Challenge: With information from 49 variables collected in real time, identify the costs concerning the occurrence of bones in the chicken breast fillet in the whole process chain, from receiving the live chicken to the cut, economically rank and find the probable sources of issues, including indicating the efficiency of the equipments and the correlation among them.
Solution: BiminD’s solution was installed inside the customer’s factory with access to a dashboard within the headquarters at another state. With the financial, OEE, correlation and simulation modules, the available information are combined and evaluated to pinpoint to the maintenance team the best time for action at the factory, as well as the exact location of the issues. All of this without the need of specialists evaluating the process constantly.
Results: With the implementation, it is possible to reduce the occurrence of quality loss, be more assertive at the maintenances and constantly evaluate if the actions from the maintenance team are being effective, as well as if it is already the best time to train less experienced operators.
Challenge: Identify the best operation point for the burners to achieve less natural gas waste considering a thermal treatment furnace for big steel parts and 20 burners working independently at the same system.
Solution: The control loop evaluation module was installed to understand the optimal operation points versus the interaction between the logics. Afterwards the financial module was utilized to find out the waste of resources (natural gas, stops, personnel, etc.) and convert it into money.
Results: This solution allowed the customer to not only learn with more precision how much the lack of tuning was affecting the consumption of supplies in the factory, but it made possible to identify the best time to make maintenances considering the expected return on investment.
Challenge: Find the best tuning for the process to achieve less consumption of slaked lime and maintain the Ph level of the effluents at a specific value considering both economic factors such as waste in resources and pace of the process. Beyond that, the system should automatically be controlled through BirminD’s solutions.
Solution: The financial, control loops and auto tuning modules were utilized to understand the qualities bottlenecks, identify the optimal operation points, measure the money waste and automatically act to tune the control loops.
Results: Currently the system is capable of self-correction and constantly seek the best tuning to reduce the waste in supplies, resulting in nonstop financial savings. The next steps will consist in evaluate other processes inside the factory and the correlation between these processes, in a way to find probable bottlenecks through the usage of artificial intelligence.
Challenge: Reduce coke consumption at the lime kilns.
Solution: Here the financial and control loops modules were utilized to find the best ratio of consumption x temperature considering the non-linearities of the process.
Results: A improvement of 7.8% was achieved at the coke consumption besides the Discovery of a potential reduction of 700 tons of pollutants in the atmosphere.
Challenge: Determine, among 100+ variables, which ones impact the most the emission of particulate matter of the factory’s chimneys.
Solution: Utilizing the correlation module, machine learning algorithms were applied to find out the most relevant variables for the pollutants emissions.
Results: With this solution it will be possible to learn which variables most affect the pollutants emission and plan prevention methods directly at the source of the problems.
Challenge: Understand the financial effects of the micro-stops and the best operation points of the equipments for a production with more margin.

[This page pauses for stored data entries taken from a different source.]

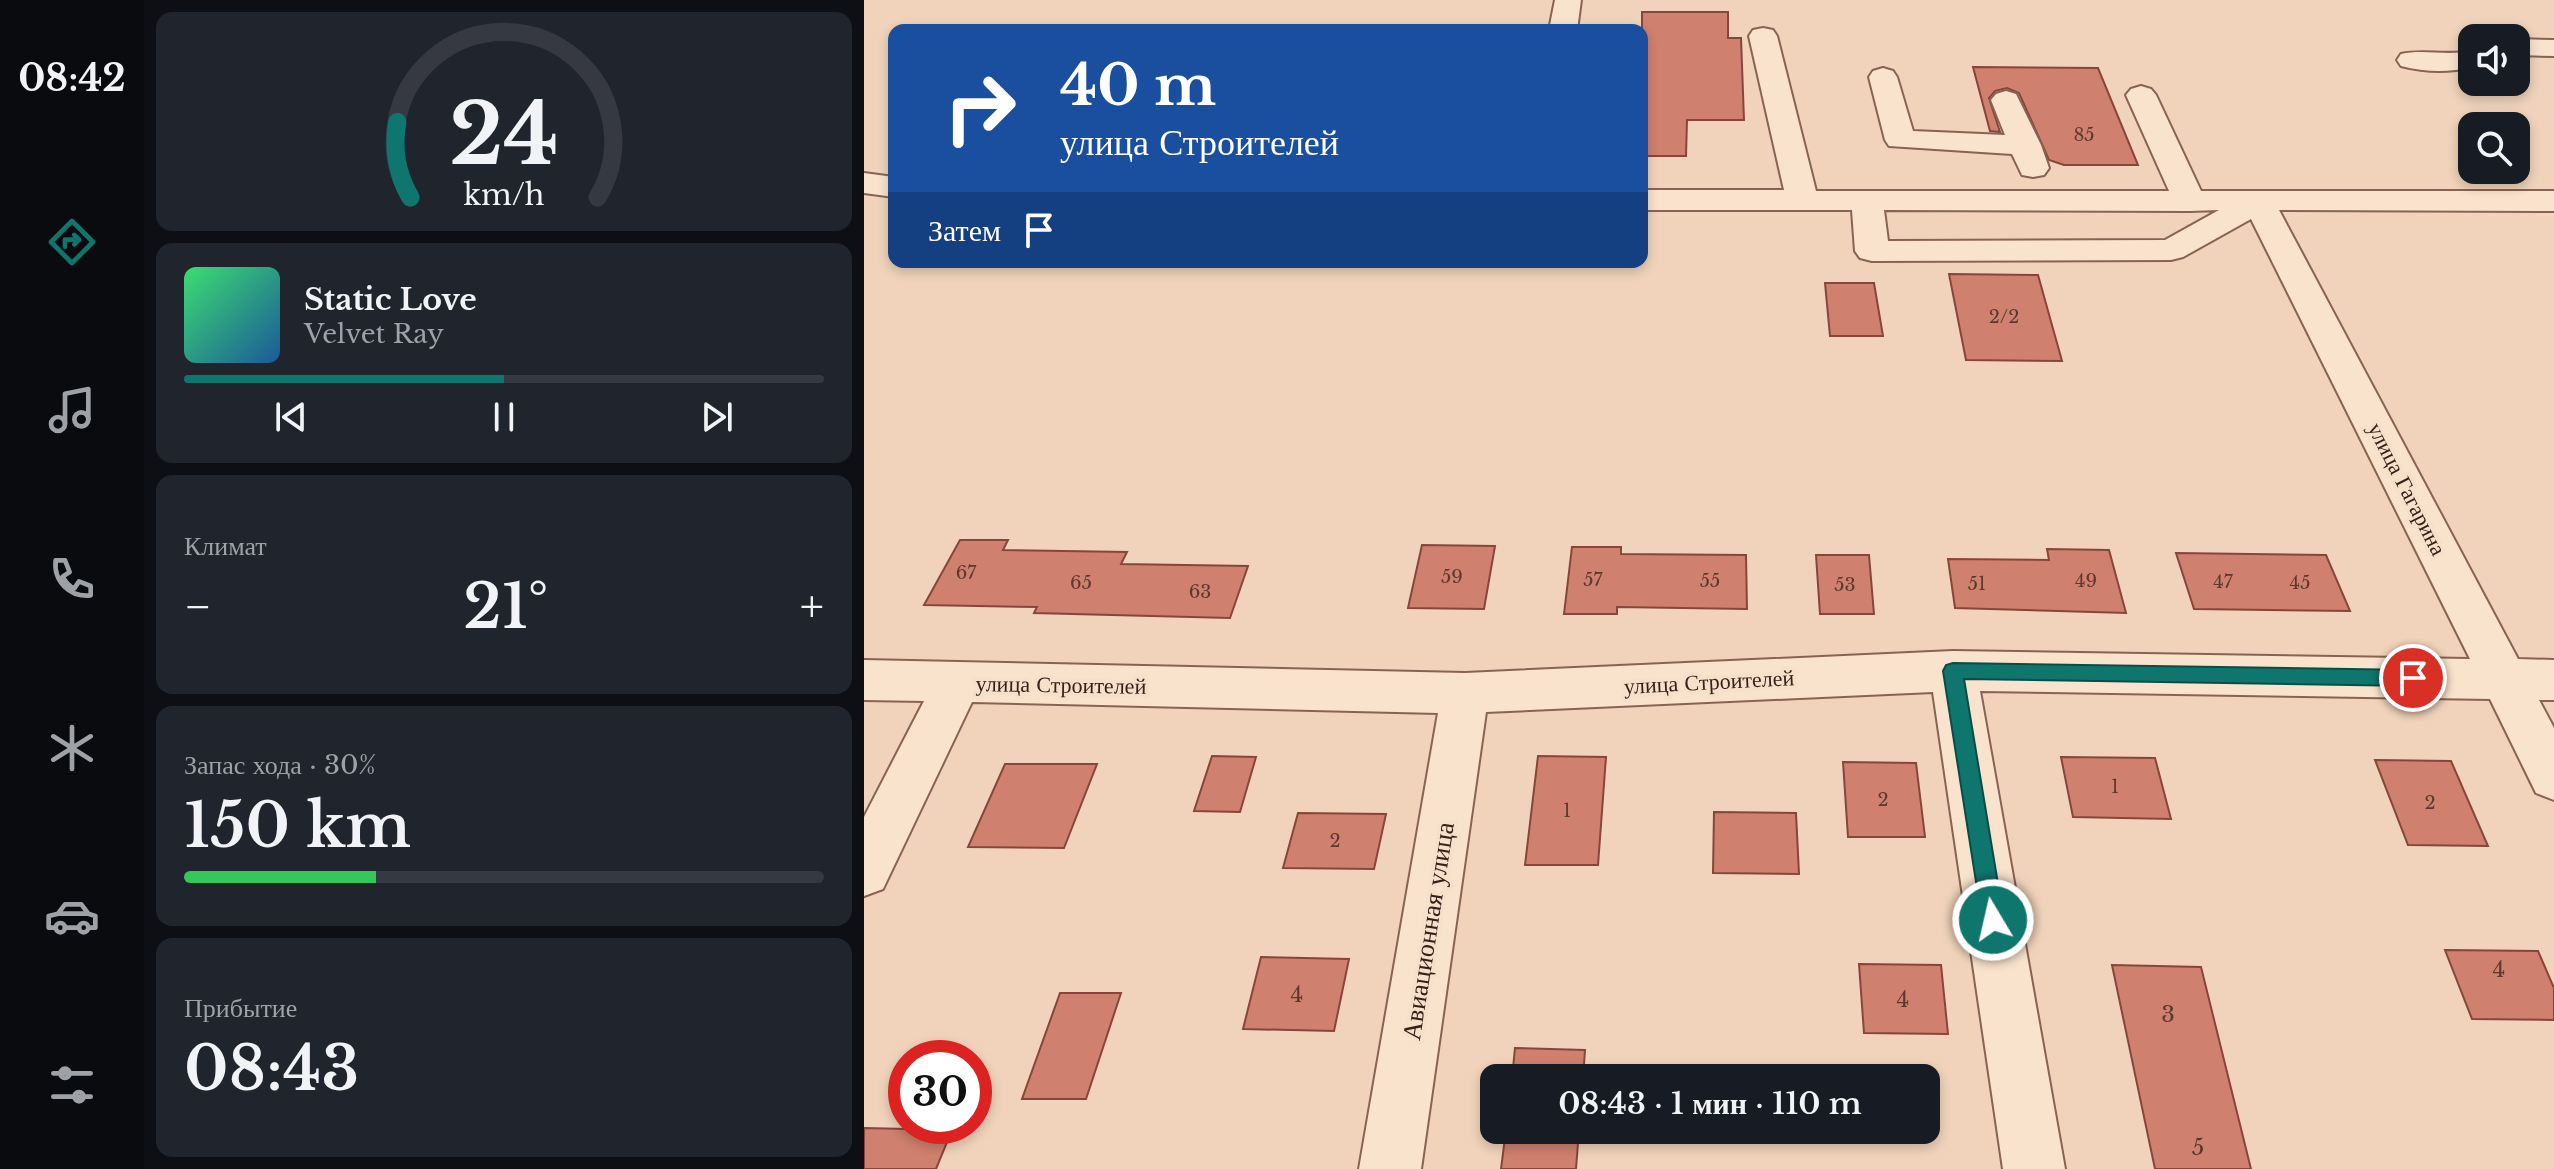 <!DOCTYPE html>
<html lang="ru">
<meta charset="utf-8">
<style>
body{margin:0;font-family:"Libre Baskerville",serif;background:#20242c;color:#f1f3f6;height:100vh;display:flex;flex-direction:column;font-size:30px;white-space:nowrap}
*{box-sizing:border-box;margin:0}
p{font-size:26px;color:#9ea1a6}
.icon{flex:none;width:44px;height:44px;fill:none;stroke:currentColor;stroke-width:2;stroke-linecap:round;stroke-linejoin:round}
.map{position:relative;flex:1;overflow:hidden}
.drawer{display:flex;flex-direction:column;gap:12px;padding:12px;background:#0d0f14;width:720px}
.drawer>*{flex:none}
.banner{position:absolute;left:24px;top:24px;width:760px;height:244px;border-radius:16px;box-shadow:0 4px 12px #0003;background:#1a4fa0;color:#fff;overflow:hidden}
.fabs{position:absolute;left:1594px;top:24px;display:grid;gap:16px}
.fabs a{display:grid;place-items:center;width:72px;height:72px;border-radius:16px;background:#171b24;box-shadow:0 4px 12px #0003;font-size:40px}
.speed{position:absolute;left:24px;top:1040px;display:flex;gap:16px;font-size:40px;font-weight:700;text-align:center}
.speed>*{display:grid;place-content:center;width:104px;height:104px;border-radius:50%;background:#171b24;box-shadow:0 4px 12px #0003;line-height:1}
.speed .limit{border:12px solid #d22;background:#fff;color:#111}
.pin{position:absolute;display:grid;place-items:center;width:68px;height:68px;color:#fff;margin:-34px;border:4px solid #fff;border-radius:50%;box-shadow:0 2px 8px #0007}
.me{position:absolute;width:88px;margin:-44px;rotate:351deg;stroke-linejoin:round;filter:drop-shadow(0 0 6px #0008)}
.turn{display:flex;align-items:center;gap:28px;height:168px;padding:0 40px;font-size:36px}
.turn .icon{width:104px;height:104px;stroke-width:2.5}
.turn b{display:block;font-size:56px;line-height:68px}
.then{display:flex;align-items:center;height:76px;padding:0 40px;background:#0003;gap:16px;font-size:30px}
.big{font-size:60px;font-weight:600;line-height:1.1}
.drawer .widget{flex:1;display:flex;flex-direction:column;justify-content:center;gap:12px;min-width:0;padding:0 28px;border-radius:16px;background:#20242c}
.drawer .dial{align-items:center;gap:0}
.dial svg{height:208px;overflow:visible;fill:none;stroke:#363941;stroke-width:7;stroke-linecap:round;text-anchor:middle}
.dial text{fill:#f1f3f6;stroke:none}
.song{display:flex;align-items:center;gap:24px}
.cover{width:96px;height:96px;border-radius:12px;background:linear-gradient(135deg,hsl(140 70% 55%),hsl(210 70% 35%))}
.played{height:8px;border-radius:4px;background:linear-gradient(90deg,#0f766e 50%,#363941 50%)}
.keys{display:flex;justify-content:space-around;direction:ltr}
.heat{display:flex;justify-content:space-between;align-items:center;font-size:44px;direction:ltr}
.charge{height:12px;border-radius:6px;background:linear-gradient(90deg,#34c759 30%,#363941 0)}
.trip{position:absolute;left:616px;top:1064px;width:460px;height:80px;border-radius:16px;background:#171b24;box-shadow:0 4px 12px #0003;font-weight:600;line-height:80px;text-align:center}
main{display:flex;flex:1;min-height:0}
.tab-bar{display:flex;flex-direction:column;width:144px;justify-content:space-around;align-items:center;background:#090b0e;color:#9ea1a6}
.tab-bar .icon{width:56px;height:56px}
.tab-bar .active{color:#0f766e}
.tab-bar b{font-size:36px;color:#f1f3f6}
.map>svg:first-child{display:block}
</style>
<main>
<nav class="tab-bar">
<b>08:42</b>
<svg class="icon active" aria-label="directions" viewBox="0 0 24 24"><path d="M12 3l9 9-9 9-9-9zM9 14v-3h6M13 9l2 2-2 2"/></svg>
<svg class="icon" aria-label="music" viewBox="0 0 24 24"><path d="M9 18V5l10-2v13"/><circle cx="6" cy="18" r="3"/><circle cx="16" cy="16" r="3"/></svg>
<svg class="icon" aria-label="phone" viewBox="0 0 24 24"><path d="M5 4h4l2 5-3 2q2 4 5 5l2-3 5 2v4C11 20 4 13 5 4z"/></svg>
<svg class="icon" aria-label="climate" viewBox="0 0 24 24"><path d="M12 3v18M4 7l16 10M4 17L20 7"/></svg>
<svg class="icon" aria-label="car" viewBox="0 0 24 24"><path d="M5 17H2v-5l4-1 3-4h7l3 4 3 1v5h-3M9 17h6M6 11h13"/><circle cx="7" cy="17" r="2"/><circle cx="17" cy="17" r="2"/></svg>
<svg class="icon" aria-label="filters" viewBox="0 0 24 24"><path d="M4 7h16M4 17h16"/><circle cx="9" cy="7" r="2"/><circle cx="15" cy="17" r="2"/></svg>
</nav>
<section class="drawer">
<div class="widget dial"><svg viewBox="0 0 100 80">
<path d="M14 69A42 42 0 1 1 86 69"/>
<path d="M14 69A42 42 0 0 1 9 40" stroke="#0f766e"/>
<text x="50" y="56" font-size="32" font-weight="700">24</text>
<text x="50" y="72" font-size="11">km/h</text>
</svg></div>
<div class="widget">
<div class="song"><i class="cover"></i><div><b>Static Love</b><p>Velvet Ray</p></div></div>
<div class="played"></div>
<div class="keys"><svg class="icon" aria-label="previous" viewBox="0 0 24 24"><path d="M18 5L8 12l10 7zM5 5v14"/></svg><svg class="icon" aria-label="pause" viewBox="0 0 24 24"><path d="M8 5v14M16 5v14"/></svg><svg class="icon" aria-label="next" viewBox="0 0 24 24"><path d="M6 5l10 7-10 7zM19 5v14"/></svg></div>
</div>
<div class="widget"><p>Климат</p>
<div class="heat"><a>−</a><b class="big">21°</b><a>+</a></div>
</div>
<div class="widget"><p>Запас хода · 30%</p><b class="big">150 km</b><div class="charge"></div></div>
<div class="widget"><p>Прибытие</p><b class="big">08:43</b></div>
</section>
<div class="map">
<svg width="1690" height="1169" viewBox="0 0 1690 1169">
<rect width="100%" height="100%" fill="#f0d3ba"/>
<g fill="#d0806e" stroke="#874639" stroke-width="2">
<path d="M778,12H864V38H877L880,120H823L822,156H778Z"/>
<path d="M1109,67L1234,68L1274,165H1200L1185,160L1155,93L1143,88L1131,91L1125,98L1136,132L1126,131Z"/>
<path d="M1085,274L1174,275L1198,361L1102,360Z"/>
<path d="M961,283H1010L1019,336H966Z"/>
<path d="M96,540H144L139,550L263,552L257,564L384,566L366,618L170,613L173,607L60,605Z"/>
<path d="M558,545L631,546L620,609L544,608Z"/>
<path d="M708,547H757V554L882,555L883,609L753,607V614H700Z"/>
<path d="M1183,549L1245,550L1262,613L1091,608L1084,559L1185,560Z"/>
<path d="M1312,553L1462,555L1486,611L1330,609Z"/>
<path d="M952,555H1005L1010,614H956Z"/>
<path d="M348,756L392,757L376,812L330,811Z"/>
<path d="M674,756L742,757L734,865H661Z"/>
<path d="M1197,757L1291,758L1307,819L1209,817Z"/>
<path d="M1511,760L1587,761L1624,846L1544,845Z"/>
<path d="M979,762L1052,763L1061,837H984Z"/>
<path d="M141,764H233L200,848L104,847Z"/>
<path d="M850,812L932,813L935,874L849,873Z"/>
<path d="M434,813L522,814L510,869L419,868Z"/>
<path d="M1581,950L1674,951L1690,988V1020L1608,1019Z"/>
<path d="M397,957L485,959L470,1031L379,1029Z"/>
<path d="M995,964L1077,965L1084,1034L1000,1033Z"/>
<path d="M1248,965L1337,967L1387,1169H1291Z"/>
<path d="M196,993H257L222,1099H158Z"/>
<path d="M651,1048L721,1050L719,1078H648Z"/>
<path d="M0,1128L88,1130L72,1169H0Z"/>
<path d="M642,1130H715L712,1169H637Z"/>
</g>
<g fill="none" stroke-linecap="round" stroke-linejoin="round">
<g stroke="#876354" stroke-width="4">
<g id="minor">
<path d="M691,0H717L713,30H685Z"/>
<path d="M899,28L909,30L913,36L952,191H1305L1262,95L1267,89L1277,86L1287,89L1292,95L1337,191H1690V211L1415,210L1654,659L1690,660V700H1675L1690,728V800L1672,793L1626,699L1116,691L1201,1169H1139L1069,692L622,712L557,1169H495L574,713L108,702L19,889L0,896V817L60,701L0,700V660L601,673L1089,651L1606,659L1387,219L1319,257L1307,260L1008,261L996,258L991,251L988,210H778V190H920L885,36L889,30ZM1020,210L1326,211L1355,210L1301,240L1024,241Z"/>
<path d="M1652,39L1690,40V56L1652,55Z"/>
<path d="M1608,51V67C1584,73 1561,72 1537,66L1533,60L1537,54C1559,49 1582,56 1608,51Z"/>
<path d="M1019,68L1029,71L1033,77L1049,131L1141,135L1127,100L1132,94L1142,91L1152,94L1177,145L1185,168L1180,175L1169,177L1158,175L1148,154L1025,146L1021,140L1005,77L1009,71Z"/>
<path d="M0,173L30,177V197L0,193Z"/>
</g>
</g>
<use href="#minor" fill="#fae3cd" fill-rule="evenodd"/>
</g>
<path fill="#0f766e" stroke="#0a4d48" stroke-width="2" d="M1089,663L1549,670L1556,672L1559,678L1556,684L1549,686L1100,679L1140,920L1137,928L1129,931L1121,928L1118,920L1079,671L1082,665Z"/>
<g text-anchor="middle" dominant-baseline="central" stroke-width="8" stroke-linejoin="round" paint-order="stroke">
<g font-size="18" fill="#5c392f">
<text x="1220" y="135">85</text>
<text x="1140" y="317">2/2</text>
<text x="102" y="573">67</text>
<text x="588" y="577">59</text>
<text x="729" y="580">57</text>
<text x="846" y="581">55</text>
<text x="1222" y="581">49</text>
<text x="1359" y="582">47</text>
<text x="217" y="583">65</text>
<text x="1436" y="583">45</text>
<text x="1113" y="584">51</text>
<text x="981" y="585">53</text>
<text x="336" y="592">63</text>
<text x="1251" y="787">1</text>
<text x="1019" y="800">2</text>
<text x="1566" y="803">2</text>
<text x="703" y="811">1</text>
<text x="471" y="841">2</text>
</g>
<g font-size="22" fill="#35211a" stroke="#f7e0ca">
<text transform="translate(1543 489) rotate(63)">улица Гагарина</text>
<text transform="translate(845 682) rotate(-3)">улица Строителей</text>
<text transform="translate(197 685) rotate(1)">улица Строителей</text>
</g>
<g font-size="22" fill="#5c392f">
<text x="1635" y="969">4</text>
<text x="433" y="994">4</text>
<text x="1039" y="999">4</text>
<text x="1304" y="1014">3</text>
<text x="1334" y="1147">5</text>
</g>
<g font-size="26" fill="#35211a" stroke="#f7e0ca">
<text transform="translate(564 931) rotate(-81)">Авиационная улица</text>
</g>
</g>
</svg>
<div class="fabs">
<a><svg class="icon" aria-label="sound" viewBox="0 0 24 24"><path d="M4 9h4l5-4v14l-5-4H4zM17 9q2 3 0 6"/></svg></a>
<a><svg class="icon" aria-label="search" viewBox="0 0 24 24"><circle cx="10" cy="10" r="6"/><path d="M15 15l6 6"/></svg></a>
</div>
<div class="speed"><div class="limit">30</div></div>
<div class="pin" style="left:1549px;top:678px;background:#d93025"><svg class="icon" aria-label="arrive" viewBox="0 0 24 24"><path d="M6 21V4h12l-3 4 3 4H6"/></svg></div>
<svg class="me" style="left:1129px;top:920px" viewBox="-20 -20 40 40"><circle r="17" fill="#0f766e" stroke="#fff" stroke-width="3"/><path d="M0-11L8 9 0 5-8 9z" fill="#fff"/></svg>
<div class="trip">08:43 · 1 мин · 110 m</div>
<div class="banner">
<div class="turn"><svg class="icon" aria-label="right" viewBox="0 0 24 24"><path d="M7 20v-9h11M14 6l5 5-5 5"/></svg><div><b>40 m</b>улица Строителей</div></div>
<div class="then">Затем<svg class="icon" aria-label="arrive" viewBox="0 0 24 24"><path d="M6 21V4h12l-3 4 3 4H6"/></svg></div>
</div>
</div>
</main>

Solution: The financial, OEE and combination modules were utilized together to create a rank measuring the stops considering money waste, to afterwards learn what are the best operation points of each equipment to obtain the best quality and least waste.
Results: It will be possible to the user to identify what are the main process waste contributors, calculate the return on investment of maintenance services and also learn what are the best operation points to achieve a more efficient and productive industrial plant.